(Arrahmah.com) – Buku terbaru Adnan Buyung Nasution mengungkap sejumlah fakta, di antaranya usaha Buyung ‘menekan’ SBY agar tidak membubarkan Ahmadiyah. Kalau sama Buyung saja SBY tunduk, bagaimana menghadapi lawan-lawan politiknya yang lebih dari Buyung?
Kontroversi buku “Nasihat untuk SBY” yang ditulis oleh Adnan Buyung Nasution terus menggelinding. Buku yang berisi pengalaman Buyung sewaktu menjadi anggota Dewan Pertimbangan Presiden (Wantimpres) itu dianggap membocorkan rahasia negara.
Presiden SBY dan orang-orang di lingkar elit kekuasaannya pun dibuat merah telinganya. Maklum, isi buku ini bisa dibilang menguliti habis performance SBY sebagai presiden yang dianggap seringkali tidak menghiraukan masukan dari Wantimpres. Sebagai orang yang merasa paling senior, Buyung begitu teganya mengungkap hal-hal terkait hubungannya dengan SBY selama menjadi Wantimpres.
Namun, ada hal yang cukup menarik untuk dibongkar dan perlu diketahui oleh umat Islam. Ketika kaum Muslimin di Indonesia begitu gencar dan ramai melakukan aksi di berbagai daerah di Indonesia dengan menuntut pemerintah agar membubarkan kelompok penista akidah Islam seperti Ahmadiyah, diam-diam Buyung yang waktu itu menjadi anggota Wantimpres melakukan lobi-lobi khusus untuk menekan SBY agar tidak membubarkan Ahmadiyah. Padahal, ketika itu kementerian-kementerian terkait dan aparat penegak hukum, bahkan Presiden SBY sudah dalam posisi siap membuat kebijakan untuk membubarkan Ahmadiyah.
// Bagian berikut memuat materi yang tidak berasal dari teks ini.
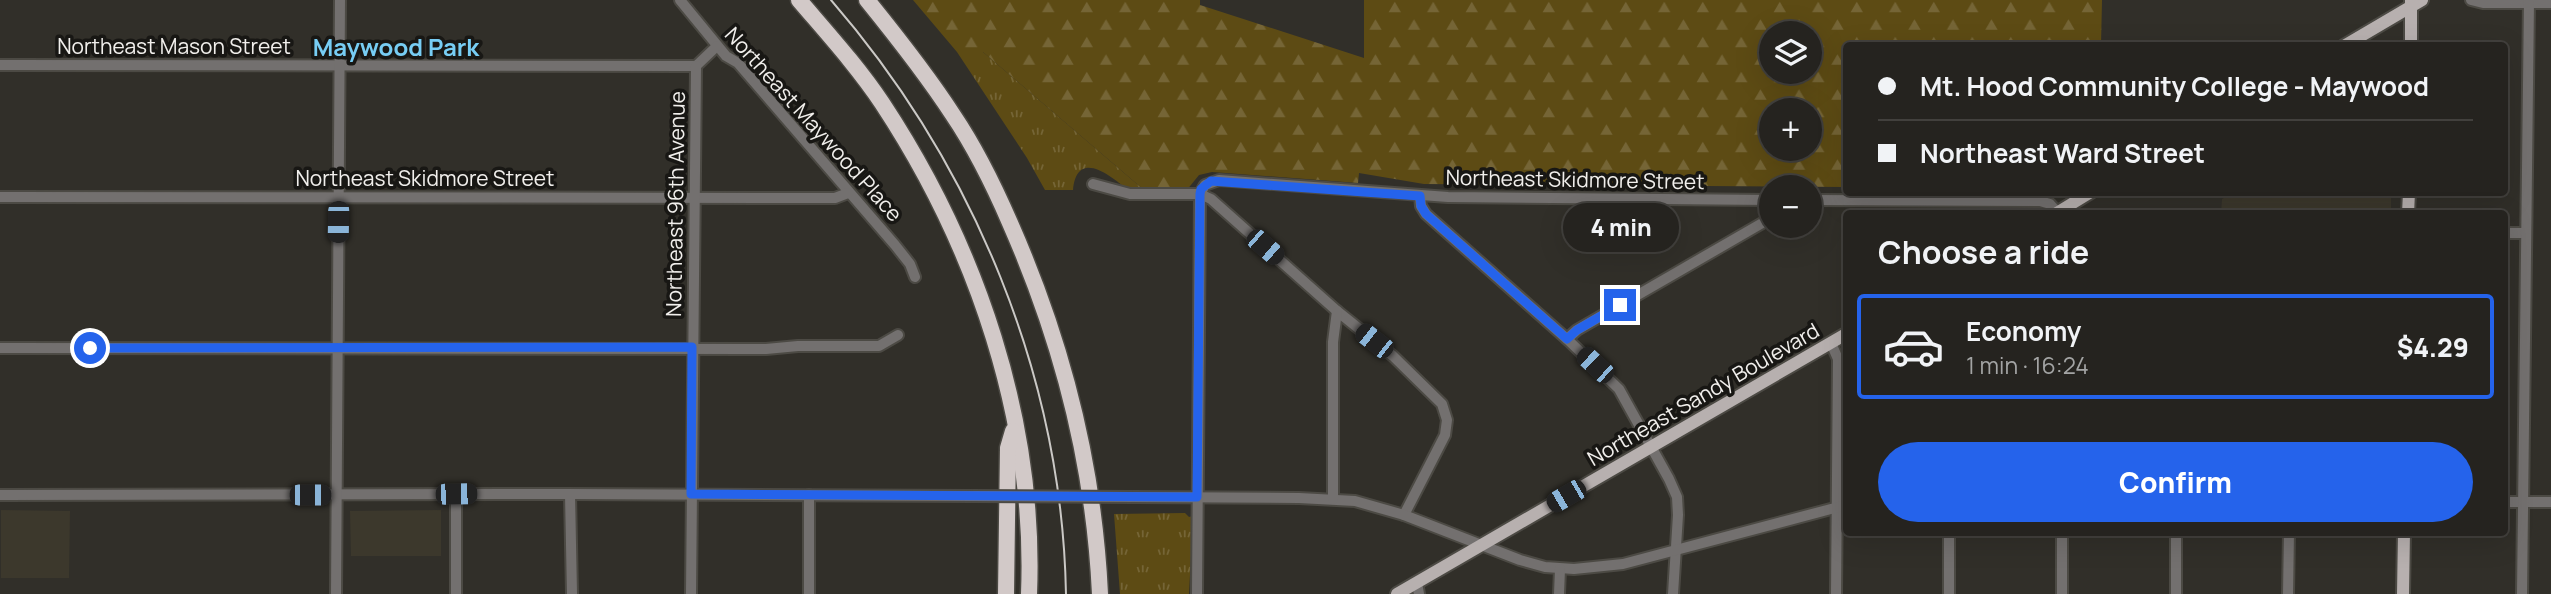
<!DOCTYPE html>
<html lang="en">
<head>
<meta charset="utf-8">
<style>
	body { margin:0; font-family:Manrope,sans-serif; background:#2d2b28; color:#f1f3f6; height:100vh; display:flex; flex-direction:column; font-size:26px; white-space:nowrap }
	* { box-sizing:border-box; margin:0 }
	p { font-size:23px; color:#a3a4a4 }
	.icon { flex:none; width:38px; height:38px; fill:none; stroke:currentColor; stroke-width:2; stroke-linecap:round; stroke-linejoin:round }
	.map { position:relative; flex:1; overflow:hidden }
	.side { position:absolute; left:1843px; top:210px; width:665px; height:326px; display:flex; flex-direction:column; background:#25231f; border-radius:7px; box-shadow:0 7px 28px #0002,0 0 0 2px #42403d }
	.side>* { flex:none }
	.banner { position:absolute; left:1843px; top:42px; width:665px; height:154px; border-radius:7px; box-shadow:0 7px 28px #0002,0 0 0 2px #42403d; display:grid; align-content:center; height:154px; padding:0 35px; background:#25231f }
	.buttons { position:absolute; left:1759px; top:21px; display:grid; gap:14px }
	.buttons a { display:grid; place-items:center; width:63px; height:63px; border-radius:50%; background:#25231f; box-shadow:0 7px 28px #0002,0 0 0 2px #42403d; font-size:35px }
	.end { position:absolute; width:32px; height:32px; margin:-16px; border:9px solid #2563eb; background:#fff; box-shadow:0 0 0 4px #fff }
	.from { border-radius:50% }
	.bubble { position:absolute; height:49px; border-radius:24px; background:#25231f; box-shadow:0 7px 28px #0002,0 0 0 2px #42403d; font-size:23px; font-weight:800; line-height:49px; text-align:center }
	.car { position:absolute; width:21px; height:42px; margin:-21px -10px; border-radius:9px; box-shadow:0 0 5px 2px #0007; background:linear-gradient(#222 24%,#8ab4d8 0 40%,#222 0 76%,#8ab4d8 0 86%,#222 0) }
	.banner b { display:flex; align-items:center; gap:24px; height:66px; font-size:26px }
	.banner b+b { border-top:2px solid #42403d }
	.banner i { width:18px; height:18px; background:#f1f3f6 }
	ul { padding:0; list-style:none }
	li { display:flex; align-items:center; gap:21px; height:105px; margin:0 14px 10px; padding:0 21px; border:4px solid transparent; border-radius:7px }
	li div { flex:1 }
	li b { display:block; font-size:26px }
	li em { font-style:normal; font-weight:800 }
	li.selected { border-color:#2563eb }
	li>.icon { width:63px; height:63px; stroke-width:1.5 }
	h2 { padding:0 35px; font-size:32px; line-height:84px }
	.button { display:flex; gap:14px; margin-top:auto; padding:14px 35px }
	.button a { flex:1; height:80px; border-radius:42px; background:#2563eb; color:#fff; font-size:28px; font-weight:800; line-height:80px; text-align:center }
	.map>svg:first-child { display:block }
	.built { fill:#3c382c }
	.grass { fill:url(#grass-tufts) }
	.forest { fill:url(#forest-firs); fill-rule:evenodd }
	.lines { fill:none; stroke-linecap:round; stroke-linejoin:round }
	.minor-casing { stroke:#4c4a44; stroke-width:14 }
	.major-casing { stroke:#4c4a44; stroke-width:16 }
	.highway-casing { stroke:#4c4a44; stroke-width:19 }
	.minor { stroke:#73706f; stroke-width:10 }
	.major { stroke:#b7b0af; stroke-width:12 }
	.highway { stroke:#d2c9c8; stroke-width:16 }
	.tram { stroke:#cbc9c6; stroke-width:2 }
	.minor-bridge-casing { stroke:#4c4a44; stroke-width:14; stroke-linecap:butt }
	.minor-bridge { stroke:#73706f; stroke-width:10 }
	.route { stroke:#2563eb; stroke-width:9 }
	.labels { text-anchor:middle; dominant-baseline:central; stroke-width:7; stroke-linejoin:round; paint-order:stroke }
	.street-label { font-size:21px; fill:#f1efec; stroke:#181714 }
	.quarter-label { font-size:24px; font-weight:bold; fill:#77cdf4; stroke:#181714 }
</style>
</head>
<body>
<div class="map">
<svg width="2551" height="594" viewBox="0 0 2551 594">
	<defs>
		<pattern id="grass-tufts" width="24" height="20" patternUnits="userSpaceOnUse" patternTransform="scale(1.75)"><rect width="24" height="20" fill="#5d4b14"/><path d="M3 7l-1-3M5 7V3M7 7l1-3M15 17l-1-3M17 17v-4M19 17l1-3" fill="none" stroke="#756536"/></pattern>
		<pattern id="forest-firs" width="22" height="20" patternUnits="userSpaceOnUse" patternTransform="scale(1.75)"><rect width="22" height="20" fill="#5d4b14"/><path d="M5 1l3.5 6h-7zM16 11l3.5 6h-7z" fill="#756536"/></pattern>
	</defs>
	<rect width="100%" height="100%" fill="#312f29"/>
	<g class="built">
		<polygon points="2233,193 2391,193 2391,213 2221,213 2222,199"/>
		<polygon points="1,510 70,511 69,578 1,578"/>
		<polygon points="441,510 441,556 351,556 350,511"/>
	</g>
	<g class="grass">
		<path d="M 957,52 L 983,52 L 1144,190 L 1128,190 C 1111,176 1077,148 1073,190 L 1045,190 L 1027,158 Z"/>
		<polygon points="1185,513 1189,517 1193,516 1189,594 1120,594 1114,514"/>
	</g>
	<path class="forest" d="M 913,0 L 1200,0 L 1200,5 L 1364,58 L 1364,0 L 2102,0 L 2101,45 L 1846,46 L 1846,187 L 1424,184 L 1359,173 L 1358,183 L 1212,172 L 1199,175 L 1186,191 L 1144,190 L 983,52 L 957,52 ZM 1771,33 L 1810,33 L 1810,72 L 1771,72 ZM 1771,110 L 1810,110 L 1810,149 L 1771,149 Z"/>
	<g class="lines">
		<defs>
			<g id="minor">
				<polyline points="680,0 726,56 738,63 895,245 910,264 915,277"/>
				<polyline points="2471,0 2483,3 2551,3"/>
				<polyline points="0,65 696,66 717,46"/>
				<polyline points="1093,184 1130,194 1200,194 1211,199 1337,311 1393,356 1442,404 1447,420 1445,435 1404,515"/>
				<polyline points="1420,196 1421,206 1426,214 1567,339 1619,389 1669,479 1677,497 1678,515 1673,594"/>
				<polyline points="0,197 835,198 848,193"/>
				<polyline points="1810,200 2040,201 2050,204 2059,214"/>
				<polyline points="2504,233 2526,233"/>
				<polyline points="1567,339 1577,330 1771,218"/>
				<polyline points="1831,343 1838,359 1836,594"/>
				<polyline points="0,348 766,349 798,346 879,346 898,335"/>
				<polyline points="570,494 572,594"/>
				<polyline points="0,495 570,494 972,496"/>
				<polyline points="809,495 809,594"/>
				<polyline points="1132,497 1299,498 1355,501 1404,515 1520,560 1545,567 1574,569 1623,564 1846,505"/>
				<polyline points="1333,499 1333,342 1337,311"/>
				<polyline points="2504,502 2551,502"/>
				<polyline points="1417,583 1419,594"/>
				<polyline points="336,594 340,0"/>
				<polyline points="456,594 456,494"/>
				<polyline points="691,594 696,66"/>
				<polyline points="1197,594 1200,194 1205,185 1219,180 1448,197 1771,200"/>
				<polyline points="1559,594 1560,569"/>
				<polyline points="1949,594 1949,532"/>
				<polyline points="2062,594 2062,532"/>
				<polyline points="2176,594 2176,532"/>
				<polyline points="2288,594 2289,532"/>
				<polyline points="2522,594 2529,0"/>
			</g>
			<g id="major">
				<polyline points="2344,46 2422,0"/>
				<polyline points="2411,46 2411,0"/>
				<polyline points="2055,214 2091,192"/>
				<polyline points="2408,214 2409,192"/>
				<polyline points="1397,594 1846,334"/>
				<polyline points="2403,594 2404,532"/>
			</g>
			<g id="highway">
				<path d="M 799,0 C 828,34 858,67 882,103 C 977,247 1036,421 1029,594"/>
				<path d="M 867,0 C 897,37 927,75 953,115 C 976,149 994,186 1010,223 C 1062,341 1094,466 1100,594"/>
				<polyline points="1006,594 1008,448 1013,431"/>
			</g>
		</defs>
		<use href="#minor" class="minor-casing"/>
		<use href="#major" class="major-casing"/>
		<use href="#highway" class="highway-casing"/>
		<use href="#minor" class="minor"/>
		<use href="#major" class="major"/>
		<use href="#highway" class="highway"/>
		<path class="tram" d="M 831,0 C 973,164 1062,376 1066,594"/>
		<defs>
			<polyline id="minor-bridge" points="972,496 1132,497"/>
		</defs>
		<use href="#minor-bridge" class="minor-bridge-casing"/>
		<use href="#minor-bridge" class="minor-bridge"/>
	</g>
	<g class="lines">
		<polyline class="route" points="90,348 692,347 691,494 1197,497 1200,194 1201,189 1211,181 1420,196 1421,206 1426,214 1567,339 1577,330 1620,305"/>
	</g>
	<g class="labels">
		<g class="street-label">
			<text x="174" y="46">Northeast Mason Street</text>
			<text transform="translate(814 124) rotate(48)">Northeast Maywood Place</text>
			<text x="425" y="178">Northeast Skidmore Street</text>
			<text transform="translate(1575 179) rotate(1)">Northeast Skidmore Street</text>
			<text transform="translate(675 204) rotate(-89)">Northeast 96th Avenue</text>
			<text transform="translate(1703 394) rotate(-30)">Northeast Sandy Boulevard</text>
		</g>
		<g class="quarter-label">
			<text x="396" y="46">Maywood Park</text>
		</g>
	</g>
</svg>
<div class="buttons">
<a><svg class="icon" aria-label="layers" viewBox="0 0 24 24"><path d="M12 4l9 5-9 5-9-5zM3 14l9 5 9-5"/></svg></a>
<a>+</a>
<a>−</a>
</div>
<i class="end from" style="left:90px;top:348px"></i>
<i class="end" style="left:1620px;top:305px"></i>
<div class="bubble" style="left:1563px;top:203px;width:116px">4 min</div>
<i class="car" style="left:338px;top:222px;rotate:181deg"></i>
<i class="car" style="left:1265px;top:247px;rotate:131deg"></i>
<i class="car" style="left:1374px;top:341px;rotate:308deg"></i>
<i class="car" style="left:1595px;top:365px;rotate:313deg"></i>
<i class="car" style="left:456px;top:494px;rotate:89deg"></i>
<i class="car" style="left:310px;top:495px;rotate:90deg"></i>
<i class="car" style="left:1566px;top:496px;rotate:240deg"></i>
<div class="banner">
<b><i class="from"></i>Mt. Hood Community College - Maywood</b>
<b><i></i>Northeast Ward Street</b>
</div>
<section class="side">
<h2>Choose a ride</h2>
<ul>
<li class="selected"><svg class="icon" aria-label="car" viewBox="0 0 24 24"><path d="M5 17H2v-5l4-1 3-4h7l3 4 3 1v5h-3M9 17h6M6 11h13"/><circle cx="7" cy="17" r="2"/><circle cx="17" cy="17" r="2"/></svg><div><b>Economy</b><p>1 min · 16:24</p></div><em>$4.29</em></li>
</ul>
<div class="button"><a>Confirm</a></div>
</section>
</div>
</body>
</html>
Apalagi, Ahmadiyah seringkali melanggar kesepakatan yang dibuat oleh pemerintah dan umat Islam.
Dalam bukunya tersebut, aktivis gaek yang selalu ingin dipanggil “abang” ini mengakui bahwa dirinyalah yang meminta presiden agar tidak mengeluarkan kebijakan untuk membubarkan Ahmadiyah. Buyung pernah berkirim surat secara pribadi kepada SBY agar SKB 3 Menteri tidak dikeluarkan. Beberapa waktu setelah surat itu dikirim, SBY memanggil Buyung untuk bicara empat mata terkait masalah Ahmadiyah. “Kita tak boleh mengalah pada tekanan golongan garis keras Islam. Negara tidak boleh takut, negara tidak boleh kalah,” ujar Buyung kepada SBY. Kata-kata dari kalimat Buyung terakhir, digunakan oleh SBY ketika menyikapi insiden Monas 1 Juni 2008, dimana massa umat Islam bentrok dengan massa Aliansi Kebangsaan dan Kebebasan Beragama dan Berkeyakinan (AKKBB).
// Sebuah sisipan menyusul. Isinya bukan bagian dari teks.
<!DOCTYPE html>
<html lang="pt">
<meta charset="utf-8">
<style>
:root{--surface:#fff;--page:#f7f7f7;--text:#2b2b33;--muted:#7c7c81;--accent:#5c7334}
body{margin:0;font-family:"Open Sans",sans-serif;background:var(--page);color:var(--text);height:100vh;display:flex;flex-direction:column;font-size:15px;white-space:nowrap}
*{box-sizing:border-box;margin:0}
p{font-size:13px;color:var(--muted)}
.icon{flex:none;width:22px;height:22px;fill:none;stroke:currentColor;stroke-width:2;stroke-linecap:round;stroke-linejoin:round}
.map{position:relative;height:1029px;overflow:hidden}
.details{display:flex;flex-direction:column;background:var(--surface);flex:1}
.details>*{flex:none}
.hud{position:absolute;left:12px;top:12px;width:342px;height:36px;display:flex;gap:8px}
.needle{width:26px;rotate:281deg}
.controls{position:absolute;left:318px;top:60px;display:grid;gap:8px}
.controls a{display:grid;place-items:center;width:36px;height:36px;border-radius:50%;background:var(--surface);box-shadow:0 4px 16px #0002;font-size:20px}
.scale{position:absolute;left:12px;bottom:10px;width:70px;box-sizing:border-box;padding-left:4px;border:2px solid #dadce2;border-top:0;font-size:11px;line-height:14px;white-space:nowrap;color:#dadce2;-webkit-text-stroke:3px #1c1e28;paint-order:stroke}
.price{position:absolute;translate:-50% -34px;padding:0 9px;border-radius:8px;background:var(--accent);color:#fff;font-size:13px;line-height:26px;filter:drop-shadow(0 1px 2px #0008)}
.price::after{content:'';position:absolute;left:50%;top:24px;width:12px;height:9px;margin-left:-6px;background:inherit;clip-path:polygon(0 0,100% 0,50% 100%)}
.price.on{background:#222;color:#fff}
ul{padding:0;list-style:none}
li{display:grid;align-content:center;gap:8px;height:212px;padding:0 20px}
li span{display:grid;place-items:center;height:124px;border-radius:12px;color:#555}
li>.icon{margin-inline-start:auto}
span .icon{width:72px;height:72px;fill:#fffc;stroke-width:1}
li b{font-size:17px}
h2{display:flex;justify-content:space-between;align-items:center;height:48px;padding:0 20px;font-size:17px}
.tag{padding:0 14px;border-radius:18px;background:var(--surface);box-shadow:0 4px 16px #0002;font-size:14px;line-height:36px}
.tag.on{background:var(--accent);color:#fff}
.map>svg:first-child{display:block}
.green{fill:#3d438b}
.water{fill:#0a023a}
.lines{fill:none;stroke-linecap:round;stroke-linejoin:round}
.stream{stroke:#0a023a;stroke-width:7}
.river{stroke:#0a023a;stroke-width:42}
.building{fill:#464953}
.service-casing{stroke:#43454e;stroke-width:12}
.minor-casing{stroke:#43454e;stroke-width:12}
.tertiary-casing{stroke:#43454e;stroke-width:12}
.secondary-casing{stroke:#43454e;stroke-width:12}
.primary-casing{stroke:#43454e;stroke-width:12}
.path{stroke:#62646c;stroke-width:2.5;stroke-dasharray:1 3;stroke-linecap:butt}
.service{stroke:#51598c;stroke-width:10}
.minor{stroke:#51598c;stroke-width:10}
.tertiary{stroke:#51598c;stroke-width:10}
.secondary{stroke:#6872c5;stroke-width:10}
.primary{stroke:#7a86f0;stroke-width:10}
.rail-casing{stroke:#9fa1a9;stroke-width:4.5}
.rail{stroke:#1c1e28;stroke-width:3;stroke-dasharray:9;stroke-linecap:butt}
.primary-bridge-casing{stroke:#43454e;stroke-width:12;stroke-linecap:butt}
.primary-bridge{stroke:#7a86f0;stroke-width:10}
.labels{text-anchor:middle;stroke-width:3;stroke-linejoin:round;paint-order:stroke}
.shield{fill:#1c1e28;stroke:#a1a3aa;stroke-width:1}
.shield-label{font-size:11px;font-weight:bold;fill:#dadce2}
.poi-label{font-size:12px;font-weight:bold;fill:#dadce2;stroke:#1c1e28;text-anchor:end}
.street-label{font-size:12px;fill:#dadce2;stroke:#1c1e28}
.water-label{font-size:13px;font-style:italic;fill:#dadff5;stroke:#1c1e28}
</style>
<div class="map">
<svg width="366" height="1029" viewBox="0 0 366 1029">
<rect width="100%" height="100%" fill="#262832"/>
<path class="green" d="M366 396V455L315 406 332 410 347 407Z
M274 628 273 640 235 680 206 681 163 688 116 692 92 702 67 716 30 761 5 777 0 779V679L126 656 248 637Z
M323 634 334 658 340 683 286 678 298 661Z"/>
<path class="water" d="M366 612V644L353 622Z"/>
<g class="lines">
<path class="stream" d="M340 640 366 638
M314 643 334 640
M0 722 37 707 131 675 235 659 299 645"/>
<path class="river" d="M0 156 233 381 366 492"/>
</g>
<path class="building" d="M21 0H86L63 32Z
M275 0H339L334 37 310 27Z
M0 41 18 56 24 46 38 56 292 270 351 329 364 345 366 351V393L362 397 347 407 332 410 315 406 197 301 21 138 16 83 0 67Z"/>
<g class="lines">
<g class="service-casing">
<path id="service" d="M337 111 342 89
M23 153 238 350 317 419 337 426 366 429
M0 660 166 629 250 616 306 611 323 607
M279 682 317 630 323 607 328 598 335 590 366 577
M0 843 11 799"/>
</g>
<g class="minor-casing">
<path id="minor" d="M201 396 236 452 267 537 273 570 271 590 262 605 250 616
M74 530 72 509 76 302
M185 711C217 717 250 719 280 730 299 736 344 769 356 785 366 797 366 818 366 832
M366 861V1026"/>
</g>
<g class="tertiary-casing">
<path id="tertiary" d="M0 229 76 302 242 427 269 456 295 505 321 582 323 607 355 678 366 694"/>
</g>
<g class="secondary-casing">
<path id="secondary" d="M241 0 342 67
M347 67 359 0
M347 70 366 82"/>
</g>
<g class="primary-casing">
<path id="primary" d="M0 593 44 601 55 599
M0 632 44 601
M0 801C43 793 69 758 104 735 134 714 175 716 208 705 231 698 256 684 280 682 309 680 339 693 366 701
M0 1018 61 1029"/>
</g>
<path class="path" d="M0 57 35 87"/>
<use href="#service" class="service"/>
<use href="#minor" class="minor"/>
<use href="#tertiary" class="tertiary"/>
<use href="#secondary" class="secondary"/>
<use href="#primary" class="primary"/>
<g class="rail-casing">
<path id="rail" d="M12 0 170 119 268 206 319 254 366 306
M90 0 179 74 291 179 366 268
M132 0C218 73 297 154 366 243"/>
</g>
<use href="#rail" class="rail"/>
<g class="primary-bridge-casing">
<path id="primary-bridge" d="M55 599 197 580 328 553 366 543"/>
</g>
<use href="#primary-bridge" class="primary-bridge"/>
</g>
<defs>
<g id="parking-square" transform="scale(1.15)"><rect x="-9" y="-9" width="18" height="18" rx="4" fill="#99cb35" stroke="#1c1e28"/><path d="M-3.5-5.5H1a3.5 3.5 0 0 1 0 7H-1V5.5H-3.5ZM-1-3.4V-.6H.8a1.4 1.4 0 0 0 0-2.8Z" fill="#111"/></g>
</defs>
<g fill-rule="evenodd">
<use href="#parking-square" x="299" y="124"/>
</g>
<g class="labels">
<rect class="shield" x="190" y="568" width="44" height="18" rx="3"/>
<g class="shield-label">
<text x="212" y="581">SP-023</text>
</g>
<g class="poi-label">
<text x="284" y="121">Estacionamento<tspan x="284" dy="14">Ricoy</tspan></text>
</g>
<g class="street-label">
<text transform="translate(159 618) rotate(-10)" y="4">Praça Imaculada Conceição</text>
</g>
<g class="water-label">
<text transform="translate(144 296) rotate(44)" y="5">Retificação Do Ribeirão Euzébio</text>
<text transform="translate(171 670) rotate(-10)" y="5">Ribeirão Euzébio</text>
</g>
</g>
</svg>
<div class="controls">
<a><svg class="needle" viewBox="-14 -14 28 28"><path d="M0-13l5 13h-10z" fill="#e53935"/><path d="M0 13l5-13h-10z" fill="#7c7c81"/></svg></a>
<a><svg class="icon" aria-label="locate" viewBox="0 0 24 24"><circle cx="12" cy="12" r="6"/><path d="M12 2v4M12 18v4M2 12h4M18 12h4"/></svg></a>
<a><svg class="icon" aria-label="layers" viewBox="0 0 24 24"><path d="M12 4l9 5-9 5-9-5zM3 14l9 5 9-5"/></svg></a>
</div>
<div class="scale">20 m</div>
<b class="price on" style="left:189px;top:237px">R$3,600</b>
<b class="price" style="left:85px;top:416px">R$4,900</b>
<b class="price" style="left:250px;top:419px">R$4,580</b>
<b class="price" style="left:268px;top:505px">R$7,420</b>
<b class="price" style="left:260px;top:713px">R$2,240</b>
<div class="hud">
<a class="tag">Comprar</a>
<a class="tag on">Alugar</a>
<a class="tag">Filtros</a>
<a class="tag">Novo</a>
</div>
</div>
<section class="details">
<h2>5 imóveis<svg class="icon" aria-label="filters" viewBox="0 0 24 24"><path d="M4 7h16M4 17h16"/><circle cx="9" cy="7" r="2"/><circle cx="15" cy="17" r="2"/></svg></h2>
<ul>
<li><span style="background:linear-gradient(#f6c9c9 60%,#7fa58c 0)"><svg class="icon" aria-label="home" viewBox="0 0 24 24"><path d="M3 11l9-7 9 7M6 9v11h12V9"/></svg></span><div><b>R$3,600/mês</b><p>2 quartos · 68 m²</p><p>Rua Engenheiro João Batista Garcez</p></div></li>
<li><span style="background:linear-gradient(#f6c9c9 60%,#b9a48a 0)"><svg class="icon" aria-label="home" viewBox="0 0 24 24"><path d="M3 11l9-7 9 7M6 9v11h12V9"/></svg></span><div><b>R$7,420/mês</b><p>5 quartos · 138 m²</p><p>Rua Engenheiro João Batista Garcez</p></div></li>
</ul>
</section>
Namun, demo menuntut pembubaran Ahmadiyah tidak pernah surut malah makin membesar. Forum Umat Islam (FUI) bahkan mampu menggalang massa yang luar biasa banyaknya ke depan istana negara. Di berbagai daerah, umat Islam pun bergerak melakukan demonstrasi massal. Dukungan tak hanya datang dari Majelis Ulama Indonesia (MUI), namun instansi kementerian-kementerian terkait dan aparat penegak hukum juga mulai mempertimbangkan masukan umat Islam agar Ahmadiyah dibubarkan. Apalagi, dalam berbagai kesepakatan dengan pemerintah dan umat Islam, Ahmadiyah seringkali ingkar.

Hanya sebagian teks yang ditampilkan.